Multi-Class Imbalanced Classification

Imbalanced classification are those prediction tasks where the distribution of examples across class labels is not equal.
Most imbalanced classification examples focus on binary classification tasks, yet many of the tools and techniques for imbalanced classification also directly support multi-class classification problems.
In this tutorial, you will discover how to use the tools of imbalanced classification with a multi-class dataset.
After completing this tutorial, you will know:

About the glass identification standard imbalanced multi-class prediction problem.
How to use SMOTE oversampling for imbalanced multi-class classification.
How to use cost-sensitive learning for imbalanced multi-class classification.

Discover SMOTE, one-class classification, cost-sensitive learning, threshold moving, and much more in my new book , with 30 step-by-step tutorials and full Python source code.
Let’s get started.

Multi-Class Imbalanced Classification Photo by istolethetv , some rights reserved.

Tutorial Overview
This tutorial is divided into three parts; they are:

Glass Multi-Class Classification Dataset
SMOTE Oversampling for Multi-Class Classification
Cost-Sensitive Learning for Multi-Class Classification

Glass Multi-Class Classification Dataset
In this tutorial, we will focus on the standard imbalanced multi-class classification problem referred to as “ Glass Identification ” or simply “ glass .”
The dataset describes the chemical properties of glass and involves classifying samples of glass using their chemical properties as one of six classes.
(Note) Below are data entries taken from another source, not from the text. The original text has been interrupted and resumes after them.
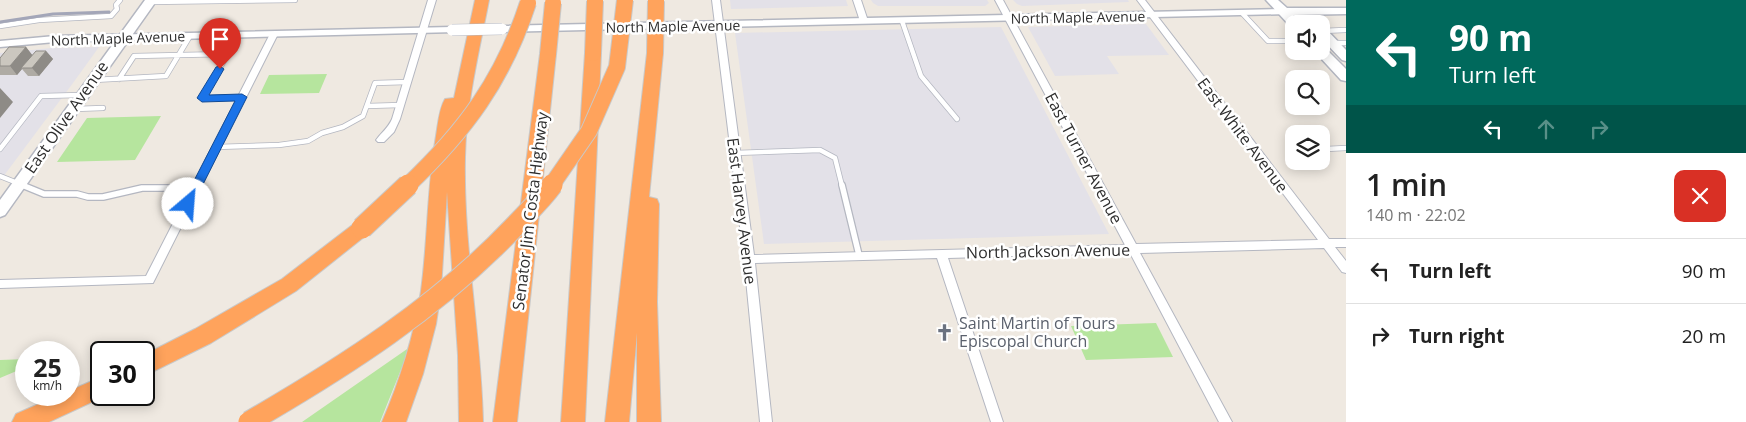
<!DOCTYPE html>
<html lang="en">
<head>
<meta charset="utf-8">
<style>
  :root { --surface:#fff; --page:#f2f2f2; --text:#222; --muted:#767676; --line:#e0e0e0 }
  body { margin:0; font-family:"Open Sans",sans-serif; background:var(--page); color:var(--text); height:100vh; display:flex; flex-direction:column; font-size:19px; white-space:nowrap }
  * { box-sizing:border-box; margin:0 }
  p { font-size:16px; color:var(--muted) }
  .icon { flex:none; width:28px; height:28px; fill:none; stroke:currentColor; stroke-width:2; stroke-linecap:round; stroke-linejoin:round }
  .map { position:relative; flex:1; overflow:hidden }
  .drawer { display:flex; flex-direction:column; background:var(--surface); width:400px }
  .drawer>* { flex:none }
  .hud { background:#00695c; color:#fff; overflow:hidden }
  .tools { position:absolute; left:1285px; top:15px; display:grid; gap:10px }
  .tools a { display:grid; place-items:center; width:45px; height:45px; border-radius:10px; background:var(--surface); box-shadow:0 2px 12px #0003; font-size:25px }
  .speed { position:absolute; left:15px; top:341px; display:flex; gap:10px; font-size:25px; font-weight:700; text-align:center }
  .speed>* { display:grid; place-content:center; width:65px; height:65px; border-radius:50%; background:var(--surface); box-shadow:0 2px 12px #0003; line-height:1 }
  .speed small { font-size:12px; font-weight:400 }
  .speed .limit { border:2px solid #111; border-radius:8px; background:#fff; color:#111 }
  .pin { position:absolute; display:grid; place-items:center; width:42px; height:42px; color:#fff; margin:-51px -21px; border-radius:50% 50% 50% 0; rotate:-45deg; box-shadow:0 0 5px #0007 }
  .pin .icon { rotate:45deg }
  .me { position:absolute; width:55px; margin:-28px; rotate:27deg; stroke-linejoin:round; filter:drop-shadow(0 0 4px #0008) }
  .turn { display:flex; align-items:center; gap:18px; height:105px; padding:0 20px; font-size:22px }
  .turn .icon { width:65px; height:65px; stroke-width:2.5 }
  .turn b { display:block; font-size:35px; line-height:42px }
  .lanes { display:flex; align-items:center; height:48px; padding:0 20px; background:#0003; justify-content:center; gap:25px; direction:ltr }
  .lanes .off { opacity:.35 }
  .round { display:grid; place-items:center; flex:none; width:52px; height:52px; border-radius:10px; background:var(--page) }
  .head { display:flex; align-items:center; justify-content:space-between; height:85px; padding:0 20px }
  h1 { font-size:30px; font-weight:600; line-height:38px }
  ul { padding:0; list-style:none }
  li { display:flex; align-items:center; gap:15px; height:65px; padding:0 20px; border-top:1px solid var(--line) }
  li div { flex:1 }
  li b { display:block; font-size:19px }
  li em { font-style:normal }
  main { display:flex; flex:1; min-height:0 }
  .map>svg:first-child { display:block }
</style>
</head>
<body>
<main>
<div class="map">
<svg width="1346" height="422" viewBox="0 0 1346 422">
  <rect width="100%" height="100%" fill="#efe9e1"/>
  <path fill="#e3e1e8" d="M730 0H846L848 6 731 9Z
    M871 0H987L989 3 985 6H878L873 3Z
    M1013 0H1128L1129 2 1022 6 1017 4Z
    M1146 24 1169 55 1107 56 1119 74 1055 76 1028 27Z
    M1001 27 1109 234 764 244 735 33Z
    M99 47 73 83 0 181V53L52 48Z"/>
  <path fill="#b6e59e" d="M327 74 319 93 260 94 269 75Z
    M161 116 135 160 57 162 87 118Z
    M1156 323 1173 357 1086 360 1071 326Z
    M410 347 380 422H302Z
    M26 359V367L0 378V360Z"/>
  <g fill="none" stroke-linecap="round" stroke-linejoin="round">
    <defs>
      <path id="service-far1" d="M150 2 295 0
        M1242 13 1268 41H1294
        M902 21 921 76 957 119
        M0 26 39 20 111 16 117 9 116 5 120 0
        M1322 31 1345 30
        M1334 43H1346
        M119 79 134 56 228 54 202 98 242 97
        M94 80 166 76 190 36
        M367 106 401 105
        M75 109 103 108
        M216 147 279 145 308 141 322 133 343 127 363 116 375 83 408 82
        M0 149 41 96 81 95
        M1326 149 1346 148
        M735 153 820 150 835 158 842 186
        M0 176 25 186"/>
      <path id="service" d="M22 185 44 194H77L88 197H103L142 188H195
        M842 185 859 255"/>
      <path id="minor" d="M428 0H436L400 119 394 132 384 142H378L376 140C382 132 388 128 392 119Z
        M712 0H720L754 255 1125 245 995 0H1003L1136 244 1318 240 1137 0H1145L1329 239H1346V247H1335L1346 261V273L1342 272 1324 248 1140 253 1232 422H1219L1130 253 948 258 1003 422H991L937 258 755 263 772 422H760L744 259Z
        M853 0H861L868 21 867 23H861L860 21Z
        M271 32H277L278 34 153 283 0 288V280L146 276Z"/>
      <path id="tertiary" d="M1284 9 1289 12 1287 14 502 32 497 29 502 26Z
        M452 27 456 28V32L55 42 0 47V41L55 36Z"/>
      <path id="secondary" d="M145 0H157L5 215 0 217V200Z
        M1266 0H1278L1287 8H1346V14L1293 15 1301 24H1294V27H1291Z
        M1321 27 1325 28 1346 50V61L1342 60 1321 38Z
        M1321 47 1325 48 1346 69V81L1341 80 1317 54 1315 51H1321Z"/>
      <path id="motorway" d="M475 0H489C479 52 466 104 465 157 463 246 481 333 483 422H459L458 355 447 192 441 290 436 324 423 374 406 422H382C400 380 414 336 421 291 428 239 427 187 436 136 438 124 439 109 445 99L454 98Z
        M593 48 598 50 601 53 585 422H561L585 53 588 50Z
        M655 48 660 50 663 53 649 197 657 199 659 204 657 302 661 422H637V333L629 422H605L647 53 650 50Z
        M548 49 553 51 556 54 517 422H493L540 54 543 51Z
        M362 221 369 223 372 228 369 233 296 291 211 343 144 376V355L195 329 282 279 355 223Z
        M101 377V395H107L49 422H12L16 414 59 395H69V391Z"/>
    </defs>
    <use href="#service-far1" stroke="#b4b7c1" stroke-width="6"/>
    <use href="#service" stroke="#b4b7c1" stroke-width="8"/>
    <use href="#minor" stroke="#b4b7c1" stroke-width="2"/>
    <use href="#tertiary" stroke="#b4b7c1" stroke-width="3"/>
    <use href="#secondary" stroke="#b4b7c1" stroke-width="3"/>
    <use href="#motorway" stroke="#c9c9c9" stroke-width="2"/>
    <use href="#service-far1" stroke="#fff" stroke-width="4.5"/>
    <use href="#service" stroke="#fff" stroke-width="5.5"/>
    <use href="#minor" fill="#fff" fill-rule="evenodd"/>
    <use href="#tertiary" fill="#fff" fill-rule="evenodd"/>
    <use href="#secondary" fill="#fff" fill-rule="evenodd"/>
    <use href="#motorway" fill="#ffa35c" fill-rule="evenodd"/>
    <path stroke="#a3a6b8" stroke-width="3" d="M0 22 53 14 109 12"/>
    <defs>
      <path id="tertiary-bridge" d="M452 30 502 29"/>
      <path id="motorway-bridge-far1" d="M593 53 595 1
        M655 53 656 1
        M548 54 553 3
        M407 186C465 131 503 80 528 3
        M551 186 589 131 617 67 625 0"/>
      <path id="motorway-bridge" d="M362 228 408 185
        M249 422C344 367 438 307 514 227 527 213 541 200 552 185"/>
    </defs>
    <use href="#tertiary-bridge" stroke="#b4b7c1" stroke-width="12" stroke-linecap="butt"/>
    <use href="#motorway-bridge-far1" stroke="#c9c9c9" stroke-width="18" stroke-linecap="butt"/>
    <use href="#motorway-bridge" stroke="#c9c9c9" stroke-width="23" stroke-linecap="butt"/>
    <use href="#tertiary-bridge" stroke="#fff" stroke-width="11"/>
    <use href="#motorway-bridge-far1" stroke="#ffa35c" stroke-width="16"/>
    <use href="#motorway-bridge" stroke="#ffa35c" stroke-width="21"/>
  </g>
  <path fill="#afaba4" d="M26 47 32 55 46 51 53 59 39 76H28L22 69 17 75H0V58Z"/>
  <path fill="#8e8b86" d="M26 47 33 56 21 68 22 69 17 75 10 66Z
    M46 51 53 59 39 76 32 68Z
    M0 88 13 102 0 118Z"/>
  <path fill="#cbc7bf" stroke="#8e8b86" d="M9 47H26L10 66H0V58Z
    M36 51H46L32 68H21Z"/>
  <path fill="#1a73e8" stroke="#114b97" d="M220 66 224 69 209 95 242 94 247 97 193 204 188 208 182 204 235 101 202 102 197 98 216 67Z"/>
  <defs>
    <symbol id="church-bare" viewBox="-9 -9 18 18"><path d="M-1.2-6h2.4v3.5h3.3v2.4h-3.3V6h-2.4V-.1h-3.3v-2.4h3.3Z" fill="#6b7280" stroke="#fff" stroke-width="2.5" paint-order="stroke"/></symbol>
  </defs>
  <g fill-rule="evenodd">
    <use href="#church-bare" x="932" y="320" width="25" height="25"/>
  </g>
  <g text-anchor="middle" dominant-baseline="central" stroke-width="5" stroke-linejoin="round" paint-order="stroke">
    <g font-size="14" fill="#2e2e2e" stroke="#fff">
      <text transform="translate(1078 17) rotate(-1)">North Maple Avenue</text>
      <text transform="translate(673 26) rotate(-1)">North Maple Avenue</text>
      <text transform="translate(118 38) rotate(-2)">North Maple Avenue</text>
    </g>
    <g font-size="16" fill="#2e2e2e" stroke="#fff">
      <text transform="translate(66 117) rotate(-55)">East Olive Avenue</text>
      <text transform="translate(1243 135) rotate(53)">East White Avenue</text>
      <text transform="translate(1084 158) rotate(62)">East Turner Avenue</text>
      <text transform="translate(530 211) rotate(-83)">Senator Jim Costa Highway</text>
      <text transform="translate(742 211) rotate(83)">East Harvey Avenue</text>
      <text transform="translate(1048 251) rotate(-1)">North Jackson Avenue</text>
    </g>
    <g font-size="16" fill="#5b616d" stroke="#fff" text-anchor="start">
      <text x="959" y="323">Saint Martin of Tours<tspan x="959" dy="18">Episcopal Church</tspan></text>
    </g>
  </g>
</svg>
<div class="tools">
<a><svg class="icon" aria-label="sound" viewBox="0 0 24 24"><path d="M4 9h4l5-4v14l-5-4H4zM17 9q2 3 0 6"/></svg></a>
<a><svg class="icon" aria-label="search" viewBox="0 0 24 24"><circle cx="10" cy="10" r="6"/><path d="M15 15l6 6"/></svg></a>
<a><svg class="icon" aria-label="layers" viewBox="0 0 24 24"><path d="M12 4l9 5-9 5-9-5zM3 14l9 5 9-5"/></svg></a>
</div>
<div class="speed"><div>25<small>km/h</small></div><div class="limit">30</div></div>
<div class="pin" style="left:220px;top:69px;background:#d93025"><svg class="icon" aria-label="arrive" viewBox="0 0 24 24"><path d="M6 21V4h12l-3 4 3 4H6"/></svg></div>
<svg class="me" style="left:188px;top:204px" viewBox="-20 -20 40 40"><circle r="19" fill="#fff"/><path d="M0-13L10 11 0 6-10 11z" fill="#1a73e8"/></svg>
</div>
<section class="drawer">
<div class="hud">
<div class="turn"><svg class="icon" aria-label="left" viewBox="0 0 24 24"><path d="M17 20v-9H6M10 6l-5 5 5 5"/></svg><div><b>90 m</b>Turn left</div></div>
<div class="lanes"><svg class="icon" aria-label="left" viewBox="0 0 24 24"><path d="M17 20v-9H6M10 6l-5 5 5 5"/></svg><svg class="icon off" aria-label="ahead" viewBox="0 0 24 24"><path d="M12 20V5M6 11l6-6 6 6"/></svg><svg class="icon off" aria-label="right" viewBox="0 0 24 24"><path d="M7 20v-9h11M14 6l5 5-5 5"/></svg></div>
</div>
<div class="head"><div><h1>1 min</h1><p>140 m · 22:02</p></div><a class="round" style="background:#d93025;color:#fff"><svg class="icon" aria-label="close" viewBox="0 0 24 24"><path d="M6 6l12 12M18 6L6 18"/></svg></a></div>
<ul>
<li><svg class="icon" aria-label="left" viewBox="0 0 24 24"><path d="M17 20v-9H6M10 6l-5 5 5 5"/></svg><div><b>Turn left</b></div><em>90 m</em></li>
<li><svg class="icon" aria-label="right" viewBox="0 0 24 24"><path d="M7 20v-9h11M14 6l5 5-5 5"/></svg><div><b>Turn right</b></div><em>20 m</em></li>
</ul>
</section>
</main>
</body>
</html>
The dataset was credited to Vina Spiehler in 1987.
Ignoring the sample identification number, there are nine input variables that summarize the properties of the glass dataset; they are:

RI: Refractive Index
Na: Sodium
Mg: Magnesium
Al: Aluminum
Si: Silicon
K: Potassium
Ca: Calcium
Ba: Barium
Fe: Iron

The chemical compositions are measured as the weight percent in corresponding oxide.
There are seven types of glass listed; they are:

Class 1: building windows (float processed)
Class 2: building windows (non-float processed)
Class 3: vehicle windows (float processed)
Class 4: vehicle windows (non-float processed)
Class 5: containers
Class 6: tableware
Class 7: headlamps

Float glass refers to the process used to make the glass.
There are 214 observations in the dataset and the number of observations in each class is imbalanced. Note that there are no examples for class 4 (non-float processed vehicle windows) in the dataset.

Class 1: 70 examples
Class 2: 76 examples
Class 3: 17 examples
Class 4: 0 examples
Class 5: 13 examples